DIRECTIONS: From the entries below, copy every line holding the word "canvas".

RECORDS FOR THIS EXERCISE:
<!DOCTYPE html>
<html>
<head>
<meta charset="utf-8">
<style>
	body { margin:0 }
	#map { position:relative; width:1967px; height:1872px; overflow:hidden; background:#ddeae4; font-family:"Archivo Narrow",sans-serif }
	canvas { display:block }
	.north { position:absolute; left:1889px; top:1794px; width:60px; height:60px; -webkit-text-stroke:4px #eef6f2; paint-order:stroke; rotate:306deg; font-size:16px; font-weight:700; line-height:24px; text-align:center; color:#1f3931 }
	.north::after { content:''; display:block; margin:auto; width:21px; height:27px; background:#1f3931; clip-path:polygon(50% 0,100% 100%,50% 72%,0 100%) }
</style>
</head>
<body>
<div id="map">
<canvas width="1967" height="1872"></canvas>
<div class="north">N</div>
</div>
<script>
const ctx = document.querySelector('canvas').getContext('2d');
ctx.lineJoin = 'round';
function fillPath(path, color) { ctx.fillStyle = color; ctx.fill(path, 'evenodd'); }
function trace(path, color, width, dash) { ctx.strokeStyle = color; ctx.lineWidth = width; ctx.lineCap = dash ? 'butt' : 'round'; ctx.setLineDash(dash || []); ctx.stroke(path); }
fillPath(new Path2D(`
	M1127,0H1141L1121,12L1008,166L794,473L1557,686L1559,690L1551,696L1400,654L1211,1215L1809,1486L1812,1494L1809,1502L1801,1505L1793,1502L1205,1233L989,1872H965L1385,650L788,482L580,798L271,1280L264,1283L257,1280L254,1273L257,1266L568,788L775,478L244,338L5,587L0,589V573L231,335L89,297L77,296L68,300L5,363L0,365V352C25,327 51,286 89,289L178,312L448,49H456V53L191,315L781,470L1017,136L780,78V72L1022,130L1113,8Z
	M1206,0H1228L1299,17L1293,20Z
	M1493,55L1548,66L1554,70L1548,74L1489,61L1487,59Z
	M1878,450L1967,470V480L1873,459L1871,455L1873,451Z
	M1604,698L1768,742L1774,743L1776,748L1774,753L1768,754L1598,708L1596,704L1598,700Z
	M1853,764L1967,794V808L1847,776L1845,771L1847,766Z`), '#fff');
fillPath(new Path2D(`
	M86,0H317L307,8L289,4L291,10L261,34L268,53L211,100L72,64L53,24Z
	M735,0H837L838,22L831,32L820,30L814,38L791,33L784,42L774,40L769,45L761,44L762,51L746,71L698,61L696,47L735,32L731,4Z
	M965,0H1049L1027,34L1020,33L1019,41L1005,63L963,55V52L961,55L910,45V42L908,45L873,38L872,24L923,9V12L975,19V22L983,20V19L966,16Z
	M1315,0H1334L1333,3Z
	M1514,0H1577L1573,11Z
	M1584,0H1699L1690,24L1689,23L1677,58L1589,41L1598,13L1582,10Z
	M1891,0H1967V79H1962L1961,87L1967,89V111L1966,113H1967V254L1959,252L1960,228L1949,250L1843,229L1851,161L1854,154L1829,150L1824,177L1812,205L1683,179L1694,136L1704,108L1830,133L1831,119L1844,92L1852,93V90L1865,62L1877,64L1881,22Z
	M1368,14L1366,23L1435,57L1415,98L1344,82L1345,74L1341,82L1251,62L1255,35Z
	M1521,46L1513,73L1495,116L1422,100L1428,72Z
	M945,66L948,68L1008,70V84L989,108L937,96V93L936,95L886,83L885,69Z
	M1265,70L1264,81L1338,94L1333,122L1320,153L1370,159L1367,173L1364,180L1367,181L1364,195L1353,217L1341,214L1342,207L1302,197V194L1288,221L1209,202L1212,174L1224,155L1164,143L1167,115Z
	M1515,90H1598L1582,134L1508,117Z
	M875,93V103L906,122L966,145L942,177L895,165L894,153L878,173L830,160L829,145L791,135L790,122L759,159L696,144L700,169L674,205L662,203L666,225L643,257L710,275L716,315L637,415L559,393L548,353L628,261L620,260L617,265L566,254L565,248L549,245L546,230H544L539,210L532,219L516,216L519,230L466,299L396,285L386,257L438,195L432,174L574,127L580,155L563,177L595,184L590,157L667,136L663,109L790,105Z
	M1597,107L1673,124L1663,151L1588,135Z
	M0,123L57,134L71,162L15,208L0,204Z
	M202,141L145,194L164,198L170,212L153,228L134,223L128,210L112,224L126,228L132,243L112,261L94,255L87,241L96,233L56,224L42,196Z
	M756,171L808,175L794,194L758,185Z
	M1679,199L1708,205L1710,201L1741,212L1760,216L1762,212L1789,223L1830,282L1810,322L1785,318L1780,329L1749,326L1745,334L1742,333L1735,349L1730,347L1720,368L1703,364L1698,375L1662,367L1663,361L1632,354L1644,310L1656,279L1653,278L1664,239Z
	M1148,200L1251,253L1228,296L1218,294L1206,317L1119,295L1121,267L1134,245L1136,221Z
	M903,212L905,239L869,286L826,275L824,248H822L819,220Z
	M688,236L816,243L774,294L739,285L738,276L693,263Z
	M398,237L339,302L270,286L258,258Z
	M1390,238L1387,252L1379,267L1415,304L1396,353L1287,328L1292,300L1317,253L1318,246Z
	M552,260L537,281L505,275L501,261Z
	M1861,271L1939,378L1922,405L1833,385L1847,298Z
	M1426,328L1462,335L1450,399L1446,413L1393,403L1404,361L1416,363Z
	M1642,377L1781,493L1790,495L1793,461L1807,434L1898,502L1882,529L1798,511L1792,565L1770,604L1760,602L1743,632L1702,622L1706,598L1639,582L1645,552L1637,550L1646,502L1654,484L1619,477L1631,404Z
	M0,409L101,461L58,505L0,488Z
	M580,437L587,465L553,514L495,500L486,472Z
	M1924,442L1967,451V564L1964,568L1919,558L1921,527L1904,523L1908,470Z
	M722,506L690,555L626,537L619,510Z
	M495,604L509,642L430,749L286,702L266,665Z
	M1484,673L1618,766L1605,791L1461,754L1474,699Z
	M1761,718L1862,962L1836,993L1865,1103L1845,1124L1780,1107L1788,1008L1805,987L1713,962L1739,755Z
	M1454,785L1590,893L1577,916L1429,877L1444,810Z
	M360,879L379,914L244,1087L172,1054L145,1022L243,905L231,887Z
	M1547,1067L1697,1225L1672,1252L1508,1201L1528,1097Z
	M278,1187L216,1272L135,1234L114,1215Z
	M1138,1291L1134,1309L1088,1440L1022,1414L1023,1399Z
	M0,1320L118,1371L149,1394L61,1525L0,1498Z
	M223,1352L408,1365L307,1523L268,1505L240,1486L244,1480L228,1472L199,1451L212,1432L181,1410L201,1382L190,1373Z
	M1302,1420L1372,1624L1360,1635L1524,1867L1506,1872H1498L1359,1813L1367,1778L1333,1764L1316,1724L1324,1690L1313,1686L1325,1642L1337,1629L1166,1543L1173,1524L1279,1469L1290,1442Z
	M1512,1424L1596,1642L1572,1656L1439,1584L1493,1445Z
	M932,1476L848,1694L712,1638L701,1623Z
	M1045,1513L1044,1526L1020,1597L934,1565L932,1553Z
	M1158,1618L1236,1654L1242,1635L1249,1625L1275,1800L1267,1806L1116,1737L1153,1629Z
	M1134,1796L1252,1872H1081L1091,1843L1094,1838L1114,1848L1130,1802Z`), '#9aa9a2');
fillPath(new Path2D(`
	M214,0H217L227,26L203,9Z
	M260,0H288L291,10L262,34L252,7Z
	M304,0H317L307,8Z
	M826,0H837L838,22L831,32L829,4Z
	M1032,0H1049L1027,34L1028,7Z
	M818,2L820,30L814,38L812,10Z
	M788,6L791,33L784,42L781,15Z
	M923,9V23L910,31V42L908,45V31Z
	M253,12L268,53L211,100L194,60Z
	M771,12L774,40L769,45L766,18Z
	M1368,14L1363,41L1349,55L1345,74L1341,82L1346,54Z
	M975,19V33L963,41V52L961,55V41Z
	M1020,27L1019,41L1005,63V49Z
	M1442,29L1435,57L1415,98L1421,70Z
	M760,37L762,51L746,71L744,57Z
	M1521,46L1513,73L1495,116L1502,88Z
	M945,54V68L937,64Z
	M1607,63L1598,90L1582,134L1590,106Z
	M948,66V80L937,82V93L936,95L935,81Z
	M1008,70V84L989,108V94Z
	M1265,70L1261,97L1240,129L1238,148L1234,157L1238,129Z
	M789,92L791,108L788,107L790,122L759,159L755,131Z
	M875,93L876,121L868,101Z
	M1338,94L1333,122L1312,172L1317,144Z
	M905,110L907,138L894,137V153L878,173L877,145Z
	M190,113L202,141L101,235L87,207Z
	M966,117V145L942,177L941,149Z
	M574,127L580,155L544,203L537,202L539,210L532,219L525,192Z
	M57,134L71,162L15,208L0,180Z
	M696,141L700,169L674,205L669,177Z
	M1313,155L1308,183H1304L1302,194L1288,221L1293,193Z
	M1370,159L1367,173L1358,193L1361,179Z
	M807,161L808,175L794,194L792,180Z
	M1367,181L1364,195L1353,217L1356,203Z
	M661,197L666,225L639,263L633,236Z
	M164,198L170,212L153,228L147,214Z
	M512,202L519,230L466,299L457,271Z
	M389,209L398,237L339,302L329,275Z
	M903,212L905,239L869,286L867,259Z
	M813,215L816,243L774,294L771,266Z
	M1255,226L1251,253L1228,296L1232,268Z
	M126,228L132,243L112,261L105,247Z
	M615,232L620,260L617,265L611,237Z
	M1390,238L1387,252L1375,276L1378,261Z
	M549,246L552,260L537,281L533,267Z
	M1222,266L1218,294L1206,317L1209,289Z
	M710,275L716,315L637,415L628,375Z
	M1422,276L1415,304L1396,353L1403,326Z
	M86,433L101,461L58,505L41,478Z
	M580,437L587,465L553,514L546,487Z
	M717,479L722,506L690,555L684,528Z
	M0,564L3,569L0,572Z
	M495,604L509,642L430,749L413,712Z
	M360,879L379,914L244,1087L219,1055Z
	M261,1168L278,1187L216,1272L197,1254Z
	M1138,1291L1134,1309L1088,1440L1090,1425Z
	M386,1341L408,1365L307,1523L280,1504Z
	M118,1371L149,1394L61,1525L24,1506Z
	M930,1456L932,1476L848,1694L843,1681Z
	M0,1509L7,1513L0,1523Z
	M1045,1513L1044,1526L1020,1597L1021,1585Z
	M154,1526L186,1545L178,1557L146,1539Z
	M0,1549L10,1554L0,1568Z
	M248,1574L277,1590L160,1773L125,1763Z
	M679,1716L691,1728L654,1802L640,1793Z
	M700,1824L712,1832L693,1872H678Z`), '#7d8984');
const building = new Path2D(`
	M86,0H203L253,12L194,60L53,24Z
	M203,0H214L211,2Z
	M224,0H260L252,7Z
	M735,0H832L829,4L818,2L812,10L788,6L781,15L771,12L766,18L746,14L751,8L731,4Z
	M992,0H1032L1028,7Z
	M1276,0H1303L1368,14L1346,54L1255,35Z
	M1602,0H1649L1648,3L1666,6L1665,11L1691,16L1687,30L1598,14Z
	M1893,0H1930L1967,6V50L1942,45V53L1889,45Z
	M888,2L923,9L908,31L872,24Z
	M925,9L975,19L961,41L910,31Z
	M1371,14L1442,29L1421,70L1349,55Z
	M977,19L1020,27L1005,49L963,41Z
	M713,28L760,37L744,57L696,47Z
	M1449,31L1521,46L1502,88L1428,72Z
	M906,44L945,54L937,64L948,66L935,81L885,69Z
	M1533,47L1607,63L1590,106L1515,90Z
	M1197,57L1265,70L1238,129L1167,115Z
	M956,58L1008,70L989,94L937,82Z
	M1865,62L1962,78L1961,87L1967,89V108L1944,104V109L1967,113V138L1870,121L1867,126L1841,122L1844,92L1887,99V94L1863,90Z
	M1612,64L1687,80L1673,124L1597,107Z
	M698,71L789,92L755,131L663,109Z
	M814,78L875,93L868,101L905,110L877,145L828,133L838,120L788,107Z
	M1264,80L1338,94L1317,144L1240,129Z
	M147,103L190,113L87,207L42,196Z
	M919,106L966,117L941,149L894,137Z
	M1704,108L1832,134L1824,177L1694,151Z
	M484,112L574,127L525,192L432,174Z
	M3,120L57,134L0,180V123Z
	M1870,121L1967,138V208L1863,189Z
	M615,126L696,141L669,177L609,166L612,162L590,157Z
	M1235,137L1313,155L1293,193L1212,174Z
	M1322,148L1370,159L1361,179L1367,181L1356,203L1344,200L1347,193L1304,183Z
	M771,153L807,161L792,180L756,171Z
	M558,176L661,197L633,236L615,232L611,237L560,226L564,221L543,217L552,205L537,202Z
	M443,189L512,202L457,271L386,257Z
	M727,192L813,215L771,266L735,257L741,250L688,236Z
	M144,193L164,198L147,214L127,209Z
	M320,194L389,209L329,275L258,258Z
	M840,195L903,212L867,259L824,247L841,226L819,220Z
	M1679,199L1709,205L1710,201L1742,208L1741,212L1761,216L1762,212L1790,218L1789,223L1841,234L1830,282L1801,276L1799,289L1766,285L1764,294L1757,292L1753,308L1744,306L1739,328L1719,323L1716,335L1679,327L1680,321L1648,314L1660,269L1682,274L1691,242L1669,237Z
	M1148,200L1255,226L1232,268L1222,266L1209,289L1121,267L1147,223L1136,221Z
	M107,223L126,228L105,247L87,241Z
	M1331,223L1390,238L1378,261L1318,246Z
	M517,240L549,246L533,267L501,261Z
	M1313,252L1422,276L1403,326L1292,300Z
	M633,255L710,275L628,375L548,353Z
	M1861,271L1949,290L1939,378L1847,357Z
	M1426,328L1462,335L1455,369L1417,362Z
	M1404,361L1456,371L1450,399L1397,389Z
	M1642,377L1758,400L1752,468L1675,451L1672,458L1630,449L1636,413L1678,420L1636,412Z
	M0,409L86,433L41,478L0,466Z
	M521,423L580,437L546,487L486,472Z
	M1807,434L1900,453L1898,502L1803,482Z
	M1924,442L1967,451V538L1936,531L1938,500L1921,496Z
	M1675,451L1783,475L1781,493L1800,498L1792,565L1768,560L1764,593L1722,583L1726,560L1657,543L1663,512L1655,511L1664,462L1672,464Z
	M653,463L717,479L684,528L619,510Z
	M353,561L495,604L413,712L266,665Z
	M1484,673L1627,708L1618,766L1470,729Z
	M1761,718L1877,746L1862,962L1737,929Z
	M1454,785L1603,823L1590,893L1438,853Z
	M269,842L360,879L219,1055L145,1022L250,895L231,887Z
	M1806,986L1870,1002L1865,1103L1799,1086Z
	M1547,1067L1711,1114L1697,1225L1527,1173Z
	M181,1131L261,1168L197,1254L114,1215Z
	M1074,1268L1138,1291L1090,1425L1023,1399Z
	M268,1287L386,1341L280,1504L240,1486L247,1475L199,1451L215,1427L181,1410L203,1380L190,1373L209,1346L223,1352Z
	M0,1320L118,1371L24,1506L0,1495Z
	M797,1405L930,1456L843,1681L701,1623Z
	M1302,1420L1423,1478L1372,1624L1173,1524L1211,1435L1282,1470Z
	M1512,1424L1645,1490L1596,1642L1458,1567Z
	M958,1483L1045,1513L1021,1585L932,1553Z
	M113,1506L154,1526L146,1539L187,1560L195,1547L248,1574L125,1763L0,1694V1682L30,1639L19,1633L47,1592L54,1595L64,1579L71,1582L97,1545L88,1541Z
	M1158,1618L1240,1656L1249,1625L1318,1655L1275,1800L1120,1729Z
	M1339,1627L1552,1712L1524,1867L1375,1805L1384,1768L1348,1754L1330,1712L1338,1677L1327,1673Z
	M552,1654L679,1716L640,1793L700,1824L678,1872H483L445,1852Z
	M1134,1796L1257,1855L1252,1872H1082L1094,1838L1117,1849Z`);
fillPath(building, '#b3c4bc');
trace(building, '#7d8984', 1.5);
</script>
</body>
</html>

ANSWER FOR THIS EXERCISE:
	canvas { display:block }
<canvas width="1967" height="1872"></canvas>
const ctx = document.querySelector('canvas').getContext('2d');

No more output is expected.